Could you copy, exactly as written, every line from the first line of the records through the one containing "0 3px,transparent 0"?

EXERCISE DATA:
* * * *

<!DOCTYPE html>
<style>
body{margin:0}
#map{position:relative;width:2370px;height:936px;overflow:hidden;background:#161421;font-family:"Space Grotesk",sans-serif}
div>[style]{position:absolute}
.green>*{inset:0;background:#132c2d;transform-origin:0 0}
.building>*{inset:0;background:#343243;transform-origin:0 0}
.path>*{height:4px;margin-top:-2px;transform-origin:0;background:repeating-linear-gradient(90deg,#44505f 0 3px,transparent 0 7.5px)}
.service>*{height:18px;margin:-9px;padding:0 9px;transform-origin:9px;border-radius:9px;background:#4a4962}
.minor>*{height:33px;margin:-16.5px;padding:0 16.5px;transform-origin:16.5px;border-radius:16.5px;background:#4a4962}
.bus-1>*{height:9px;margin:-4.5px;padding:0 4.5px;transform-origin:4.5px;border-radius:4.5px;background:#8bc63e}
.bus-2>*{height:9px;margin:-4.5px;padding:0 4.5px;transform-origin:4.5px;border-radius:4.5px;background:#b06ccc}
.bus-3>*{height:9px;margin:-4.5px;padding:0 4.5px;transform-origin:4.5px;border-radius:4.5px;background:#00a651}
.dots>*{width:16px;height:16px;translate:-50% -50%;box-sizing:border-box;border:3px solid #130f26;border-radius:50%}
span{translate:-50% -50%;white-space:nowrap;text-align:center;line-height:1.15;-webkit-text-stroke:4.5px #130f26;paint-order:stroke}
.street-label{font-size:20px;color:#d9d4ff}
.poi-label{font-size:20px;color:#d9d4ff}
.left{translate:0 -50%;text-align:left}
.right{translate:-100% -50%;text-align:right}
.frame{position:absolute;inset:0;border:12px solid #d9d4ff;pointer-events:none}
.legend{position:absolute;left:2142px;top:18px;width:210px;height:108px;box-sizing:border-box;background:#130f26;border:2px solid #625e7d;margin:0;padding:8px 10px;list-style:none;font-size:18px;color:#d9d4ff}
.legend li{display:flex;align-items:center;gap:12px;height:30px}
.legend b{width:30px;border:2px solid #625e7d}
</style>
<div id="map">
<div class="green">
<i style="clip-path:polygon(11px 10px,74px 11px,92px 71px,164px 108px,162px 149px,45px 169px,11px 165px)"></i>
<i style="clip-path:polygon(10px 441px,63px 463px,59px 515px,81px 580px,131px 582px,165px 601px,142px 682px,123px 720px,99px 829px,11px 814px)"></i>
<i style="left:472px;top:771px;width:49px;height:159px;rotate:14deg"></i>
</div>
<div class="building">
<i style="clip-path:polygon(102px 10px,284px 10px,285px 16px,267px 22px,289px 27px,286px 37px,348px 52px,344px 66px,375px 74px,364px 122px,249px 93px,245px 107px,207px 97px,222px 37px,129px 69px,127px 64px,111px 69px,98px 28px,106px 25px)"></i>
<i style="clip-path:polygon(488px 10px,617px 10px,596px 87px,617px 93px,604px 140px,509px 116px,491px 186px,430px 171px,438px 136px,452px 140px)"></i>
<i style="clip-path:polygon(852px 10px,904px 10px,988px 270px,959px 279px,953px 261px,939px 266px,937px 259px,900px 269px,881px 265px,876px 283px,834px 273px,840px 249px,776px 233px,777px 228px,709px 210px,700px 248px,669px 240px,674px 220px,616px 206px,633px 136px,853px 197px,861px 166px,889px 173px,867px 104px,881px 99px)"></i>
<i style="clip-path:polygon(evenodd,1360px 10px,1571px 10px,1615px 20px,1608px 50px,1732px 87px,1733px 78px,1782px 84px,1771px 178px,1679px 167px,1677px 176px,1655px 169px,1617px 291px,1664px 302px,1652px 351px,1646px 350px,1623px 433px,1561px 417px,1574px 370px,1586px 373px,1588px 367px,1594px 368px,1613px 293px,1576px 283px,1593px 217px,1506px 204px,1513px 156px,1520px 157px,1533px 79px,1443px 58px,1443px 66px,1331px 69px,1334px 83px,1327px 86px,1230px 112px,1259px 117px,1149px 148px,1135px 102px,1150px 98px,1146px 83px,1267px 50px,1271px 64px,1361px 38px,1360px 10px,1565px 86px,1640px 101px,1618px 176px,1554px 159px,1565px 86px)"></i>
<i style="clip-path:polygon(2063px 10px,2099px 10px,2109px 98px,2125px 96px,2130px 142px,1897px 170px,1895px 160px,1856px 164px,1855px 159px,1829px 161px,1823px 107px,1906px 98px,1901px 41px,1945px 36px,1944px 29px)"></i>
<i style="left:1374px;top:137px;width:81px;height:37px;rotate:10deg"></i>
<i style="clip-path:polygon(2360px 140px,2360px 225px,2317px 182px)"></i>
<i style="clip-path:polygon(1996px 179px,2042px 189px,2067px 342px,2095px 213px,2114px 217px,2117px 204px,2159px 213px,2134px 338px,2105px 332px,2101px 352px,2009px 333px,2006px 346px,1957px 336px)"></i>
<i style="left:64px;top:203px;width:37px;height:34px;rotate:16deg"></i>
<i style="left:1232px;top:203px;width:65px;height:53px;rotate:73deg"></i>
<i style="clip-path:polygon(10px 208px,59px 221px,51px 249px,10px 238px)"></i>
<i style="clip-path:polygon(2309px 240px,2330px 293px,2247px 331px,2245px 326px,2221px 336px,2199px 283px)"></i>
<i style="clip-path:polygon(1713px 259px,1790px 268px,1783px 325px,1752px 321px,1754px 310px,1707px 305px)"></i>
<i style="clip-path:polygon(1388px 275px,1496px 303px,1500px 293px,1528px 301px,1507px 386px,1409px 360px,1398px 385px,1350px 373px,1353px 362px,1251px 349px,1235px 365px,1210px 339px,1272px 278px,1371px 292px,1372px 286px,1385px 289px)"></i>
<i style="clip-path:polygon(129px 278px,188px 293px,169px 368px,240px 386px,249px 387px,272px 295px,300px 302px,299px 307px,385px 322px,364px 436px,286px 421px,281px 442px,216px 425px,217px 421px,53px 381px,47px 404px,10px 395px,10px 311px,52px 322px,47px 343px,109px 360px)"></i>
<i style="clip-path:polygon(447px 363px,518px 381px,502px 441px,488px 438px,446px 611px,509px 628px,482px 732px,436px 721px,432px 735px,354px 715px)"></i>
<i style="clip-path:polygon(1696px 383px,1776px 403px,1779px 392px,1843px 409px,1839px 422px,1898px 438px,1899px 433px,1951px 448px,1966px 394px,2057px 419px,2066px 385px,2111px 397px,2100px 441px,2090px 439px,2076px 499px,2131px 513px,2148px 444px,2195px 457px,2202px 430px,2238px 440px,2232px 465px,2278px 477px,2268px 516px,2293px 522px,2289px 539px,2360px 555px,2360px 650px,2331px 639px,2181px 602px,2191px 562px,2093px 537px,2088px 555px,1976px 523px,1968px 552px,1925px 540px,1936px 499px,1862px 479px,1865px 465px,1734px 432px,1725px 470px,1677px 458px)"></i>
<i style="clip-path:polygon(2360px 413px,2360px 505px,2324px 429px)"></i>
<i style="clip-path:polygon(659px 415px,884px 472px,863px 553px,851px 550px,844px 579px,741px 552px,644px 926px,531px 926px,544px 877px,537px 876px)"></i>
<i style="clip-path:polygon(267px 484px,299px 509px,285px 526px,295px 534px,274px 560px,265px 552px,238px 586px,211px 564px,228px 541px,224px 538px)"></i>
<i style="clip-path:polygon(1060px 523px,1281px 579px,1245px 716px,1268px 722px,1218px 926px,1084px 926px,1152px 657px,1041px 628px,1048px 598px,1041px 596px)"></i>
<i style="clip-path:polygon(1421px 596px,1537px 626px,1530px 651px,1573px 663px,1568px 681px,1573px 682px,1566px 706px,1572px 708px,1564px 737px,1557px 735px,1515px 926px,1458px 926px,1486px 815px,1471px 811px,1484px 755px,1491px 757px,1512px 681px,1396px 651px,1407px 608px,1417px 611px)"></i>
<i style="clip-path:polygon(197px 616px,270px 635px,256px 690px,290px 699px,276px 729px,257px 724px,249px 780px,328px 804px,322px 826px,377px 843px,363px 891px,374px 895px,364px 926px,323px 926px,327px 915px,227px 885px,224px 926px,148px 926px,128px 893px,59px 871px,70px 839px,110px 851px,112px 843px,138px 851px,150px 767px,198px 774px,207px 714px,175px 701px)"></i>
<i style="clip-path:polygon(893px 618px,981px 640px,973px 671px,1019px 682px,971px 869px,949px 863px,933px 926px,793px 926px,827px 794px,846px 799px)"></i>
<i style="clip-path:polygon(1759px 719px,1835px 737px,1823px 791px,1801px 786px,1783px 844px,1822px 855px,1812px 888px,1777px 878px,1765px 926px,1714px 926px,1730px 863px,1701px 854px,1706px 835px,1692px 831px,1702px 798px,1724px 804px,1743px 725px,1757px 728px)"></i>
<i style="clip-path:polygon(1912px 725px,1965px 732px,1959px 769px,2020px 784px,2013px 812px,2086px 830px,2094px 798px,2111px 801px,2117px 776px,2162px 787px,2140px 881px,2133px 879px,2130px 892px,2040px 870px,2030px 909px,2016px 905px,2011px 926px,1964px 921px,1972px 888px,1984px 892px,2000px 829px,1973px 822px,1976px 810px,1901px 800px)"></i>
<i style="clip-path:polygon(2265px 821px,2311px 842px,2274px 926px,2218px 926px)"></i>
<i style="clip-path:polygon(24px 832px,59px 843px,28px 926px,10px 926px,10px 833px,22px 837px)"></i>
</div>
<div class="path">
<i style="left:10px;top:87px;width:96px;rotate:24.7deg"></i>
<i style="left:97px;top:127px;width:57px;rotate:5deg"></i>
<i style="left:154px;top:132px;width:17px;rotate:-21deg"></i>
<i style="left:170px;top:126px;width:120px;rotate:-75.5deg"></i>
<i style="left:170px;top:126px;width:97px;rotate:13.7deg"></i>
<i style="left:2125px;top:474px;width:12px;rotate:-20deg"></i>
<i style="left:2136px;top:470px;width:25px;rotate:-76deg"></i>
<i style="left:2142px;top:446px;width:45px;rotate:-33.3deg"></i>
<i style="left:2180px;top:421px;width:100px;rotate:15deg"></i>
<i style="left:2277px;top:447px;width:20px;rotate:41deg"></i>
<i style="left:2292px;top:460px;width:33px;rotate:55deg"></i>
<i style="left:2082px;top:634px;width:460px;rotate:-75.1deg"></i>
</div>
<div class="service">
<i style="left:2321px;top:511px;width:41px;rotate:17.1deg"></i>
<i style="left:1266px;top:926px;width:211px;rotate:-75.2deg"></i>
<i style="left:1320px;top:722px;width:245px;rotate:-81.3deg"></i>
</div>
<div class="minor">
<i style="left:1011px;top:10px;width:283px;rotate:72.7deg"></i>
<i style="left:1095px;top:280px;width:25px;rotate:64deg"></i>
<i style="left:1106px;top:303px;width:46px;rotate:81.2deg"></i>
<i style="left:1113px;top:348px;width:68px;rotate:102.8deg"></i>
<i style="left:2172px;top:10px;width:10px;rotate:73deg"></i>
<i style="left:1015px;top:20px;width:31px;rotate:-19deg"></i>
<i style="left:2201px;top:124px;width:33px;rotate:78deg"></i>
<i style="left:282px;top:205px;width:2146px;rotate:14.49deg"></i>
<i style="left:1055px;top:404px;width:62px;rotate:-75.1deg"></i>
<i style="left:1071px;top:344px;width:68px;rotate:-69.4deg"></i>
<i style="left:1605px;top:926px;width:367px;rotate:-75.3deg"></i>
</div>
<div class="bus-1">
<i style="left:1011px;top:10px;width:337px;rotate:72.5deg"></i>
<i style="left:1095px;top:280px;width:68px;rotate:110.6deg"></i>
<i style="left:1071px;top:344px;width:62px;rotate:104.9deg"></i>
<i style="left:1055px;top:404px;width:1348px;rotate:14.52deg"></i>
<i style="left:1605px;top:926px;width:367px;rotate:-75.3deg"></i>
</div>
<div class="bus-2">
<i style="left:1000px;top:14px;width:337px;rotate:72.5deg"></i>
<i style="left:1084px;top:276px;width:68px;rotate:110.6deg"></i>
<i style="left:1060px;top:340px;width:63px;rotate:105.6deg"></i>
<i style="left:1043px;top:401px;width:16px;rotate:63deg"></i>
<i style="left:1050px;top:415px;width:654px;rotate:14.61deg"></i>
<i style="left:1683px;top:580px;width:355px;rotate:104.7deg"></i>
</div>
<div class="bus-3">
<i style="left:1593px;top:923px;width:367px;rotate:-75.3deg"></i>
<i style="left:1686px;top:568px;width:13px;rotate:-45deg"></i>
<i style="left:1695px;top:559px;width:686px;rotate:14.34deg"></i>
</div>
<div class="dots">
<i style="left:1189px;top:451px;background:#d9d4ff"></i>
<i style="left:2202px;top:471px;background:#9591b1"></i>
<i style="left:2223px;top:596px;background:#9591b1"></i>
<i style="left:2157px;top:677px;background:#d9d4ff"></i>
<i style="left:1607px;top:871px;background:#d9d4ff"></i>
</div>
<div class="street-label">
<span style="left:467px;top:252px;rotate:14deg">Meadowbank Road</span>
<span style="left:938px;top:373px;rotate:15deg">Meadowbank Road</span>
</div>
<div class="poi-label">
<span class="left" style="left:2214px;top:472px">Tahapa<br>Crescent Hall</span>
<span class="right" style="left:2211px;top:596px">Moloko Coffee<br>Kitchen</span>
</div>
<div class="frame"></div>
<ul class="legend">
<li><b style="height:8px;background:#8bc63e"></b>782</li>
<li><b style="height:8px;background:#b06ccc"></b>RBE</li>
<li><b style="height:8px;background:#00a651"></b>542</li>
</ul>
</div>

* * * *

SOLVED PROBLEM:
<!DOCTYPE html>
<style>
body{margin:0}
#map{position:relative;width:2370px;height:936px;overflow:hidden;background:#161421;font-family:"Space Grotesk",sans-serif}
div>[style]{position:absolute}
.green>*{inset:0;background:#132c2d;transform-origin:0 0}
.building>*{inset:0;background:#343243;transform-origin:0 0}
.path>*{height:4px;margin-top:-2px;transform-origin:0;background:repeating-linear-gradient(90deg,#44505f 0 3px,transparent 0 7.5px)}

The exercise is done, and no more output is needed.